Hey Dreamhost, we use tabs now

I’ll be honest, this post isn’t about Mozilla or even really anything Mozilla related (beyond the fact that it is about a poor web application). However I know that lots of people in the Mozilla community use Dreamhost as their webhost and I figure some of them might want to know to watch out for this and avoid getting into the same mess that I did so I’ll include it in planet feed anyway.

The problem is with Dreamhost’s Web Panel, the service that customers use to administer their web hosting packages. It turns out that certain parts of this panel can’t cope with the idea of you accessing it from multiple tabs or windows at the same time. If you try opening the web hosting settings for more than one domain in different tabs, only the last one you opened will actually work as you expect. Yep, they are remembering, server side, which domain you are editing the settings for.
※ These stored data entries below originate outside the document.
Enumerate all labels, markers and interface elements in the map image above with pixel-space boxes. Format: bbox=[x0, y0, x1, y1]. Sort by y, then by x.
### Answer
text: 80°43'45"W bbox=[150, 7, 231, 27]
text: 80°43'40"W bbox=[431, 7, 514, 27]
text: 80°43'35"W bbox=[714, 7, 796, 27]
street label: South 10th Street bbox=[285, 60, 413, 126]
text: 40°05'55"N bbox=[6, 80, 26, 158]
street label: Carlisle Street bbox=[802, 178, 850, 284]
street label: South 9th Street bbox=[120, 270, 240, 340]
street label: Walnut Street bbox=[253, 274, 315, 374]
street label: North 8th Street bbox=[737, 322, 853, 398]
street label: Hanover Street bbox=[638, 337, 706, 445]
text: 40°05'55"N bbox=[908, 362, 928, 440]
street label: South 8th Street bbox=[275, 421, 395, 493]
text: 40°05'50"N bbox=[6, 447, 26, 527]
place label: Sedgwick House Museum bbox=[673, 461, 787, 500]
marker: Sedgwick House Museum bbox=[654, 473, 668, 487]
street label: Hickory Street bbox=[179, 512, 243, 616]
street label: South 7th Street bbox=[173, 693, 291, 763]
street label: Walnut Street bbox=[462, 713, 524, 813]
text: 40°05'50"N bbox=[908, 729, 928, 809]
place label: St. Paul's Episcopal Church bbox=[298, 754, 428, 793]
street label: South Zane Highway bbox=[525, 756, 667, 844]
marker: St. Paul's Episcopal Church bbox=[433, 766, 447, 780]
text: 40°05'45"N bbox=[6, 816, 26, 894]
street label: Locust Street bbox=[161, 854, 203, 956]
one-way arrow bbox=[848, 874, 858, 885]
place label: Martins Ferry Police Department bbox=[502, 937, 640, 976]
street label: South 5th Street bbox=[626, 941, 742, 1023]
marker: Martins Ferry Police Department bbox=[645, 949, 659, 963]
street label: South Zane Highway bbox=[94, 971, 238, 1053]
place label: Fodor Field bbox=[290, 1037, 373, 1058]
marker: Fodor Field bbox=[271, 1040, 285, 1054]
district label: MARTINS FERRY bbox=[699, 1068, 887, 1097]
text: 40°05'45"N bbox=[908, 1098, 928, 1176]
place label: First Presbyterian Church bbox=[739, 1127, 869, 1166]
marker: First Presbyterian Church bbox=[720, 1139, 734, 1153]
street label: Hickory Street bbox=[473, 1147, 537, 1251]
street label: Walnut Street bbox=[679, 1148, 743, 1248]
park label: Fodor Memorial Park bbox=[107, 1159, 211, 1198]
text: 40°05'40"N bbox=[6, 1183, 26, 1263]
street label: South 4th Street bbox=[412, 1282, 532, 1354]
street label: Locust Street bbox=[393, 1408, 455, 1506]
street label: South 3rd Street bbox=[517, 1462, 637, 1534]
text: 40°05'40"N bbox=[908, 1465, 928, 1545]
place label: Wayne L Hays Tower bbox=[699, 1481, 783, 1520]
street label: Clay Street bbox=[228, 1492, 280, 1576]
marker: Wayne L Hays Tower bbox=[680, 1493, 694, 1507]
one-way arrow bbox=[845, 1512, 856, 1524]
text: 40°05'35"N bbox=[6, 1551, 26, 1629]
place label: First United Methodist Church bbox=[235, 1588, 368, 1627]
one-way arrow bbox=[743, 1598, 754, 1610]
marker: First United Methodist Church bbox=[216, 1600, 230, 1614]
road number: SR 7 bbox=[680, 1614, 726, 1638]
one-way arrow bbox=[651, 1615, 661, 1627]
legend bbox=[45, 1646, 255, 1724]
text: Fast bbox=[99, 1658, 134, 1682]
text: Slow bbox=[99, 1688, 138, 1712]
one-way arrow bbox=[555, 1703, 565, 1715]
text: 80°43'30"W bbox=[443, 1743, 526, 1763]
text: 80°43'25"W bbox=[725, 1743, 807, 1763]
This wouldn’t normally be the end of the world. I could accept it if there was some error message or it just failed to save the settings for one of the domains it wasn’t expecting. Sadly the panel is not that clever. Instead, no matter which domain’s settings you try to save it always overwrites the domain that was last opened. The panel does subsequently tell you the real domain that it saved the settings for (with a nice green tick to emphasise that everything is fine!) if you are careful enough to read the full message but of course by then the domain’s old settings are gone.

I discovered this when trying to make a change to one of my domains blew away the settings for my secure server, including the ssl keys. Thankfully they were recovered but this sort of thing really shouldn’t happen at all. It seems pretty absurd to me that a modern web application can exist that doesn’t seem to take tabs into account at all.

It’s a shame really because for the most part Dreamhost are the best webhosts I’ve ever used and their panel is very easy to use. Dreamhost’s support team have told me that this is a limitation of the web panel and it should only be used in one window, though there don’t seem to be any warnings about this anywhere. I hate to make sweeping statements like “Surely it would be easy to…” because it bugs me whenever anyone says the same about Firefox, but happily overwriting your settings (and calling it a success) seems like something that should be avoided at all costs.

I must be missing something in the clouds

For a long time now there have been web applications mirroring pretty much all the applications I use locally, email, calendar, spreadsheets, etc. I keep looking at these and feeling like I should jump on the bandwagon, after all lots of the people I work with use them and rave about them so they must be great right? The problem is I can’t figure out what I am actually missing, and most of the time I can spot immediately things I would miss by moving to them.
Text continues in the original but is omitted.